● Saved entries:
──────────────────────────────

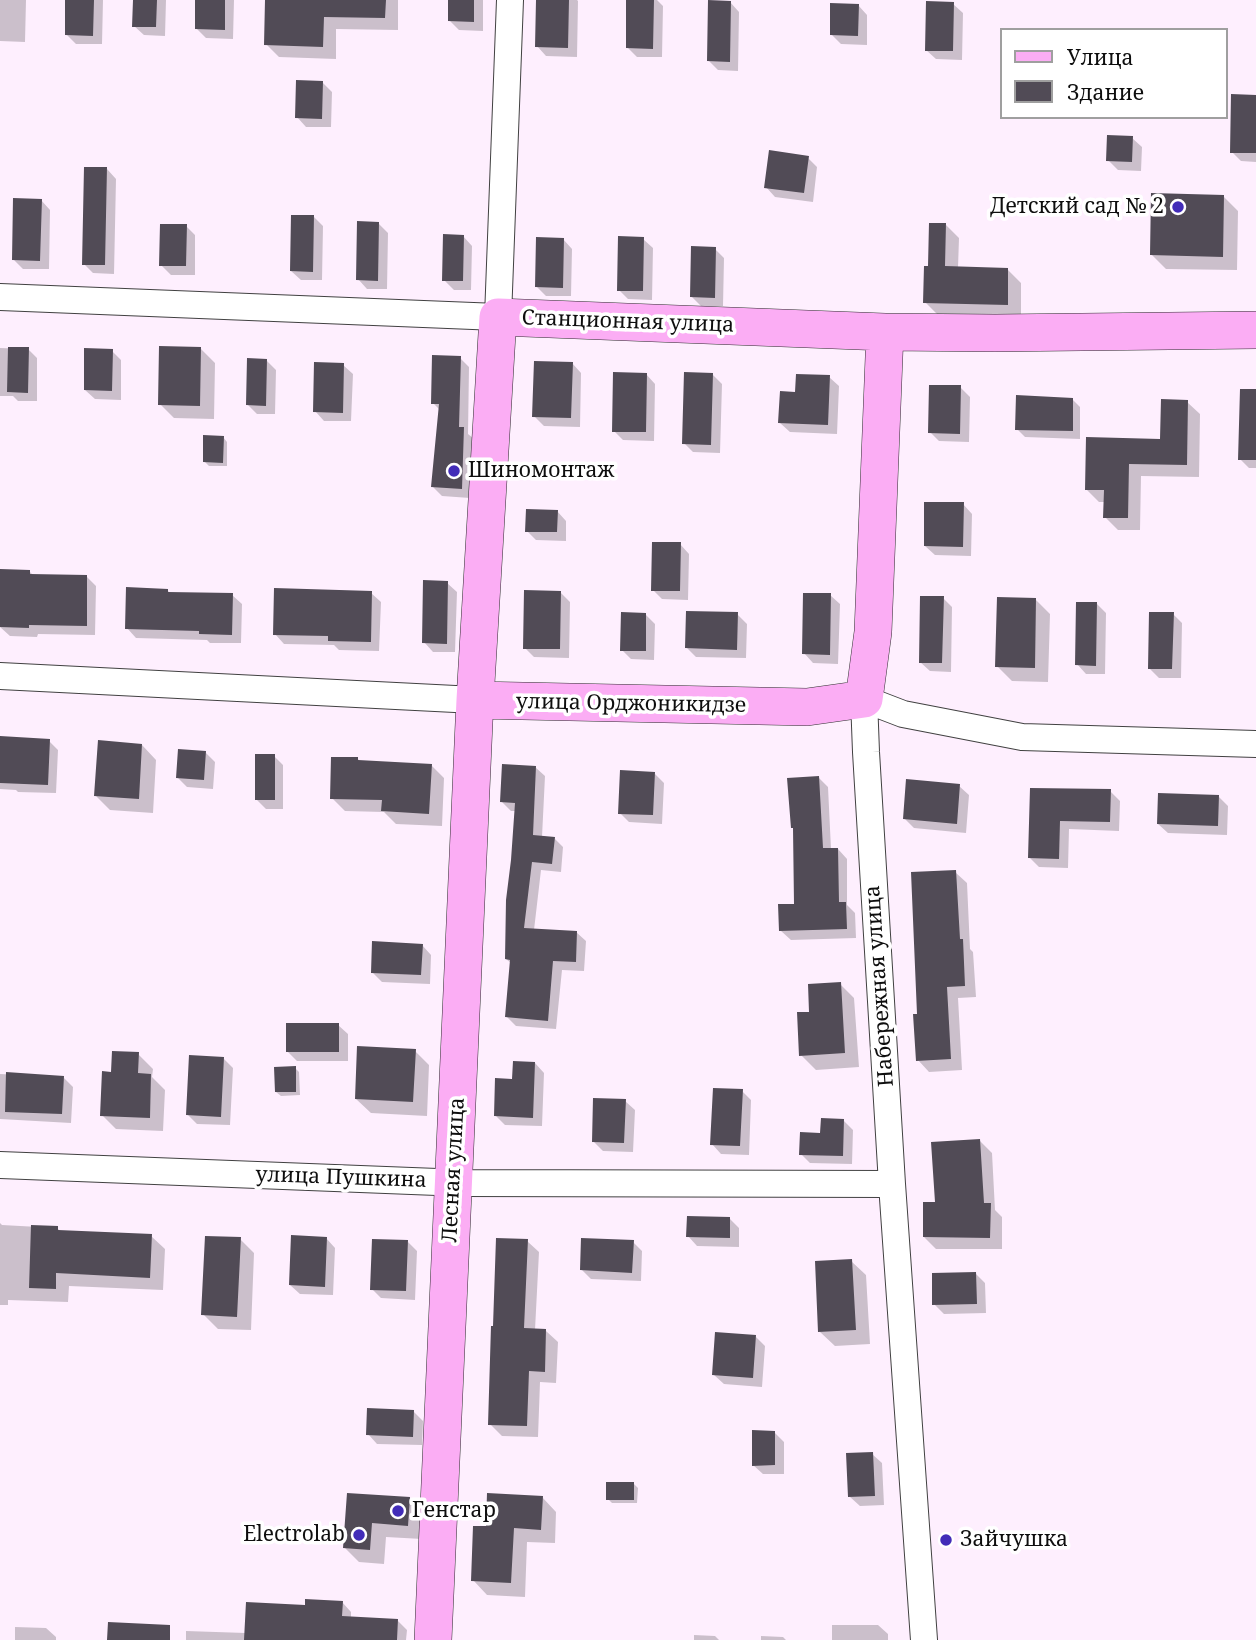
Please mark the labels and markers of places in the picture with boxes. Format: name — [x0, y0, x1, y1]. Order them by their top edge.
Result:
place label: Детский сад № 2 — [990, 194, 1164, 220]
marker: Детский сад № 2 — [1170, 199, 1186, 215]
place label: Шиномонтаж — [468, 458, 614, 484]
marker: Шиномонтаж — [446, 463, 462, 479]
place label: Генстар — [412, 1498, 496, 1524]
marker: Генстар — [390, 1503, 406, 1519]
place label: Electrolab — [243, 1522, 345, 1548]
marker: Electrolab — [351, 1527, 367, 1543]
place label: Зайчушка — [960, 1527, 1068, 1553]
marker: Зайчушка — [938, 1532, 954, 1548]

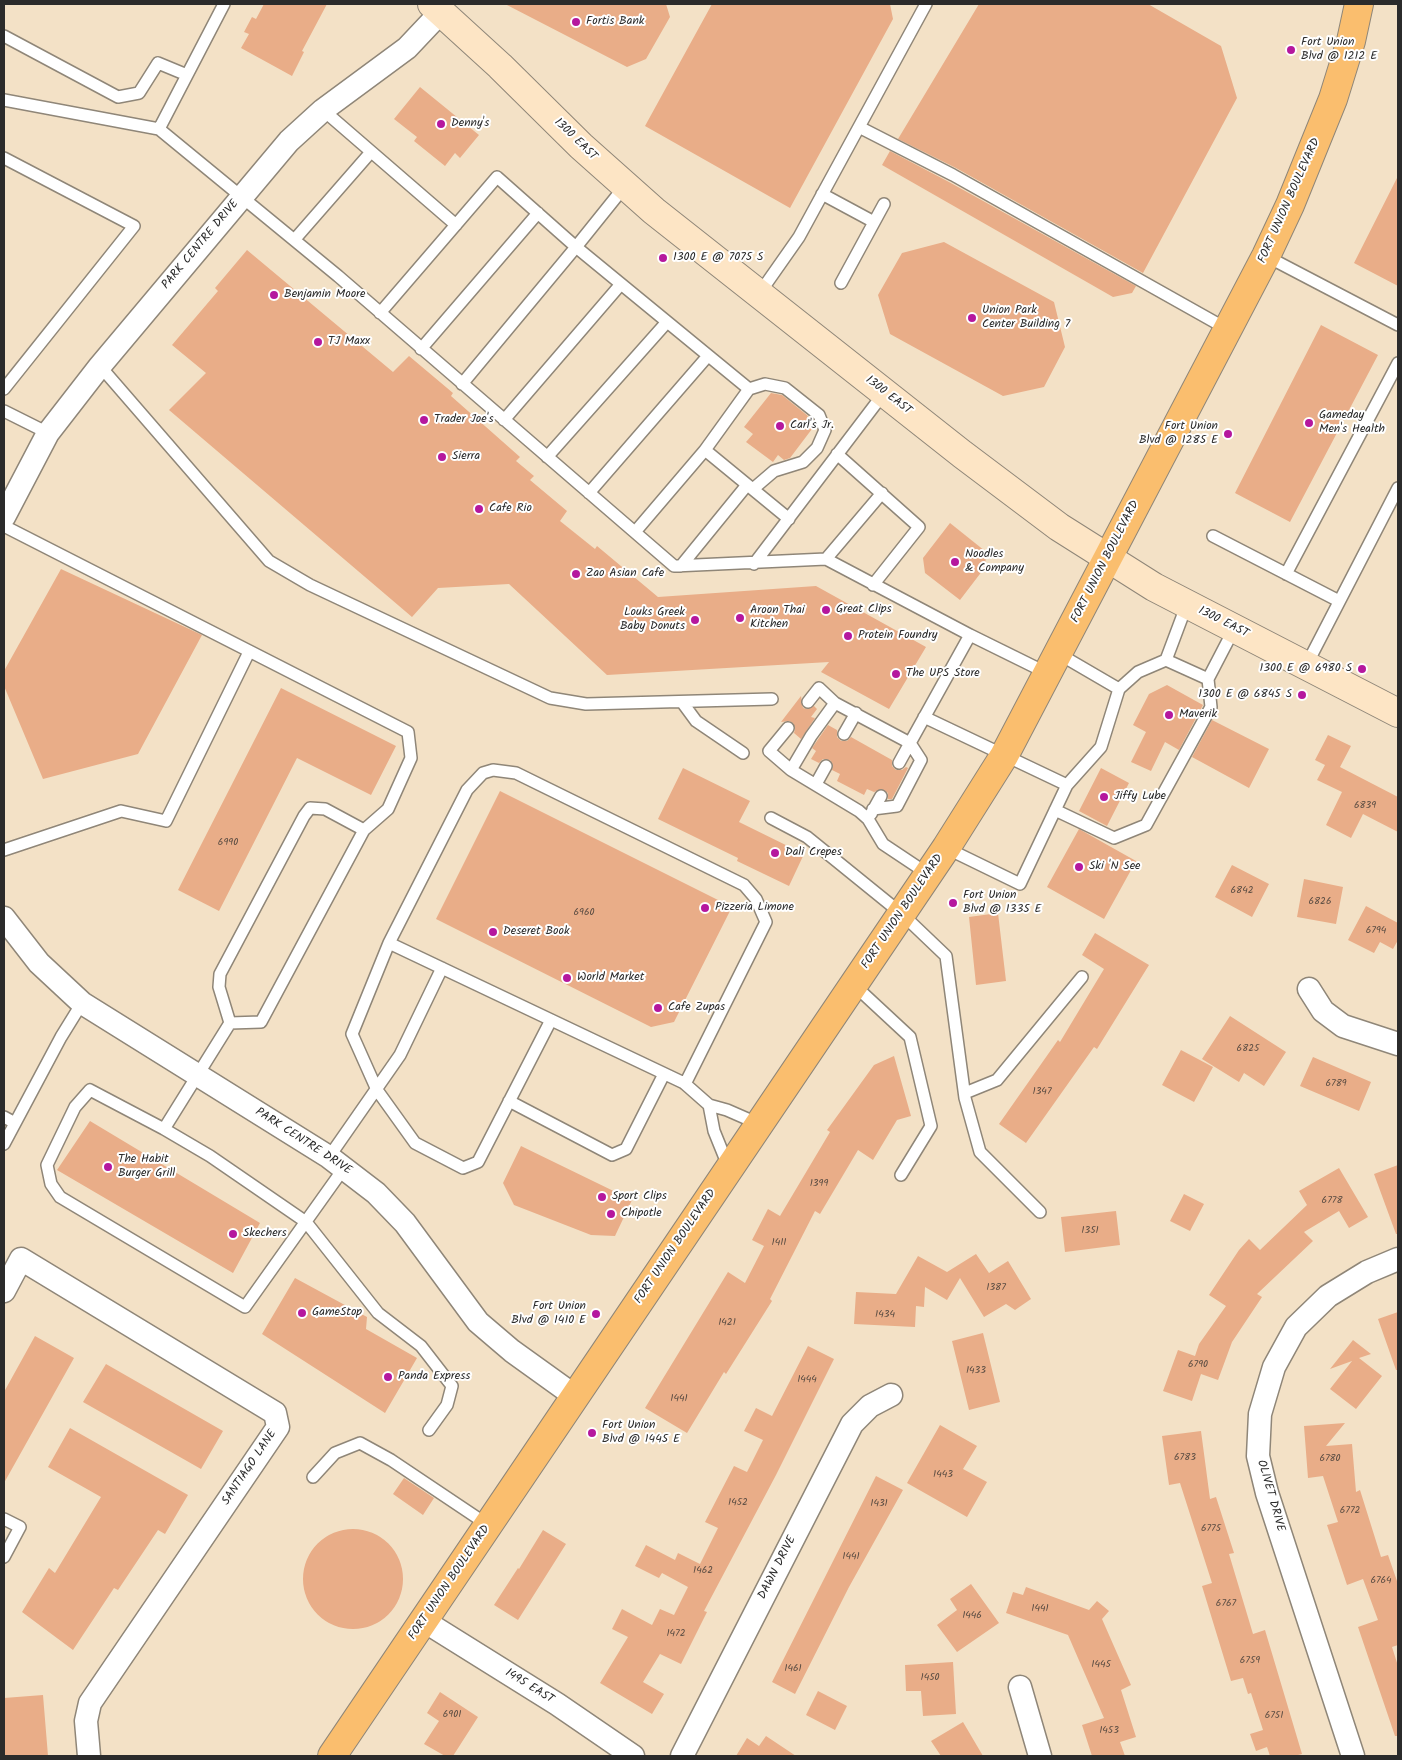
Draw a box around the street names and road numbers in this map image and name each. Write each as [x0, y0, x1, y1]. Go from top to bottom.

──────────────────────────────

● Problem to solve: Leaving out the pictures, print every record exactly as written.

● Exercise output:
Please mark the labels and markers of places in the picture with boxes. Format: name — [x0, y0, x1, y1]. Order them by their top edge.
Result:
place label: Детский сад № 2 — [990, 194, 1164, 220]
marker: Детский сад № 2 — [1170, 199, 1186, 215]
place label: Шиномонтаж — [468, 458, 614, 484]
marker: Шиномонтаж — [446, 463, 462, 479]
place label: Генстар — [412, 1498, 496, 1524]
marker: Генстар — [390, 1503, 406, 1519]
place label: Electrolab — [243, 1522, 345, 1548]
marker: Electrolab — [351, 1527, 367, 1543]
place label: Зайчушка — [960, 1527, 1068, 1553]
marker: Зайчушка — [938, 1532, 954, 1548]

Draw a box around the street names and road numbers in this map image and name each. Write each as [x0, y0, x1, y1]. Go from top to bottom.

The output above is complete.